На этом все кончалось, инспектирующий удалялся. Но ведь приходил он обычно на несколько часов позднее, чем предполагалось, – или вообще не приходил. И все это время я должен был выравнивать одеяла, следить, чтобы не упала в проход соломинка, покрикивать на этих бедняг, способных в последний момент разрушить красоту, с таким трудом мной созданную. Из-за безразличия и апатии, умноженных болезнью, они реагировали только на резкий крик, но и он подчас не действовал, и приходилось всеми силами сдерживаться, чтобы не шлепнуть кого-нибудь, – ибо сам я был в высшей степени напряжен из-за собственной усталости, их равнодушия и той опасности, которую могла нести инспекция.
Внутренняя свобода
Представленная здесь попытка психологического описания и психопатологического объяснения типичных черт характера, которые формировались у заключенного за годы пребывания в лагере, может создать впечатление, будто состояние человеческой души неумолимо и однозначно зависит от окружающих условий. Ведь, казалось бы, в лагерной жизни своеобразная социальная среда принудительно определяет поведение людей. Но против этого можно с полным правом выдвинуть возражения, задать вопрос: а как же тогда быть с человеческой свободой? Разве не существует духовной свободы, самоопределения, отношения к заданным внешним обстоятельствам? Неужели человек действительно не более чем продукт многочисленных условий и воздействий, будь то биологические, психологические или социальные? Не более чем случайный результат своей телесной конституции, предрасположенностей своего характера и социальной ситуации? И в особенности: разве реакции заключенных действительно свидетельствуют о том, что люди не могли уклониться от воздействий той формы бытия, в которую были насильственно ввергнуты? Что человек вынужден был полностью подчиняться этим влияниям? Что «под давлением обстоятельств», господствовавших в лагере, он «не мог иначе»?
На эти вопросы есть ответы как фактические, так и принципиальные. Фактические основаны на моем опыте – ведь сама жизнь в лагере показала, что человек вполне «может иначе». Есть достаточно много примеров, часто поистине героических, которые показывают, что можно преодолевать апатию, обуздывать раздражение. Что даже в этой ситуации, абсолютно подавляющей как внешне, так и внутренне, возможно сохранить остатки духовной свободы, противопоставить этому давлению свое духовное Я. Кто из переживших концлагерь не мог бы рассказать о людях, которые, идя со всеми в колонне, проходя по баракам, кому-то дарили доброе слово, а с кем-то делились последними крошками хлеба? И пусть таких было немного, их пример подтверждает, что в концлагере можно отнять у человека все, кроме последнего – человеческой свободы, свободы отнестись к обстоятельствам или так, или иначе.
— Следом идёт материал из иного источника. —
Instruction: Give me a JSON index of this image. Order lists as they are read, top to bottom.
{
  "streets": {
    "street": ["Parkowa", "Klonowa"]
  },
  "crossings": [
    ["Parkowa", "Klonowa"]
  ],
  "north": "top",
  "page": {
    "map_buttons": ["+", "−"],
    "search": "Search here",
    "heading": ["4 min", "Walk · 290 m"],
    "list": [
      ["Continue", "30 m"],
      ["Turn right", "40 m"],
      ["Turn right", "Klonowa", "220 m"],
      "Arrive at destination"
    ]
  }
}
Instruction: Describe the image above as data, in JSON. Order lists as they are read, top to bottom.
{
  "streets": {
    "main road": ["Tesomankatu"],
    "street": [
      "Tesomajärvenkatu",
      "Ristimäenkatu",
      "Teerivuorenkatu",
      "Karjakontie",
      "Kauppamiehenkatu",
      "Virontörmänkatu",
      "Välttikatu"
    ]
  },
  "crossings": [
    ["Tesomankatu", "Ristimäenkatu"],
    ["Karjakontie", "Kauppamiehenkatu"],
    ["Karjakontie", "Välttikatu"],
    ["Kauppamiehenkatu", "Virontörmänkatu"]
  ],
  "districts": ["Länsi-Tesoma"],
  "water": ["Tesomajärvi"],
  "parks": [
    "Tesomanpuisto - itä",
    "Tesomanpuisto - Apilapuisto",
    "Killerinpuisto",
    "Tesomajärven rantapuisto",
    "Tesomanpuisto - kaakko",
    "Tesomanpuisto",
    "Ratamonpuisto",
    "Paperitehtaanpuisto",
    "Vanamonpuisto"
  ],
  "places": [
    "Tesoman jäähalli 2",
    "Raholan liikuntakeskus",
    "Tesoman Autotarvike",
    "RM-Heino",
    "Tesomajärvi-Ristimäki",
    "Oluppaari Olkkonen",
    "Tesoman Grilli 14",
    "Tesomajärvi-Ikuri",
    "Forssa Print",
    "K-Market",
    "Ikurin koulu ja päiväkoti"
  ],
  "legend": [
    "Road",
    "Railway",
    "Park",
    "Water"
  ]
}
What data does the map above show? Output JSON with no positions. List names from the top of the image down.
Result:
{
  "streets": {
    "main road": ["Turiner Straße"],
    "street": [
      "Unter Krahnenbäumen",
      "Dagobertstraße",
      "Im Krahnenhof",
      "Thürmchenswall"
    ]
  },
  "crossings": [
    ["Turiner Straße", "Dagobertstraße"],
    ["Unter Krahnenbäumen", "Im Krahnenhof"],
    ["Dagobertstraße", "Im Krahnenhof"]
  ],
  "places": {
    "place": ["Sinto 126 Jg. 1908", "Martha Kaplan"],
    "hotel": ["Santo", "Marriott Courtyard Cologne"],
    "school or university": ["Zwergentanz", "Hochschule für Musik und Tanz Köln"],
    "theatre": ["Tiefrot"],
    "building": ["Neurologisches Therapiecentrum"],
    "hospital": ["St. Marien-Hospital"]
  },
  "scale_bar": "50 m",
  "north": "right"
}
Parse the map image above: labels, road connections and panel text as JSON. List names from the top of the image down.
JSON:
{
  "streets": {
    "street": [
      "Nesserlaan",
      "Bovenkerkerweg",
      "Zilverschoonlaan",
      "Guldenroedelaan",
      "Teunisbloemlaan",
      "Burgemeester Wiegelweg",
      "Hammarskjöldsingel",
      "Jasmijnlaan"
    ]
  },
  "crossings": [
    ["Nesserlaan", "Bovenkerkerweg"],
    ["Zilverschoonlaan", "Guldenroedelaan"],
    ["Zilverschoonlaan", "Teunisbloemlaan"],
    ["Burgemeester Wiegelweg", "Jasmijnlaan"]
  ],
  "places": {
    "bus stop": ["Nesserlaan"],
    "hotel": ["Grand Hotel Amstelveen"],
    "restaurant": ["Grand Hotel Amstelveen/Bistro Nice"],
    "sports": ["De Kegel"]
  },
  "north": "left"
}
И это –«так или иначе» у них было. И каждый день, каждый час в лагере давал тысячу возможностей осуществить этот выбор, отречься или не отречься от того самого сокровенного, что окружающая действительность грозила отнять, – от внутренней свободы. А отречься от свободы и достоинства – значило превратиться в объект воздействия внешних условий, позволить им вылепить из тебя «типичного» лагерника.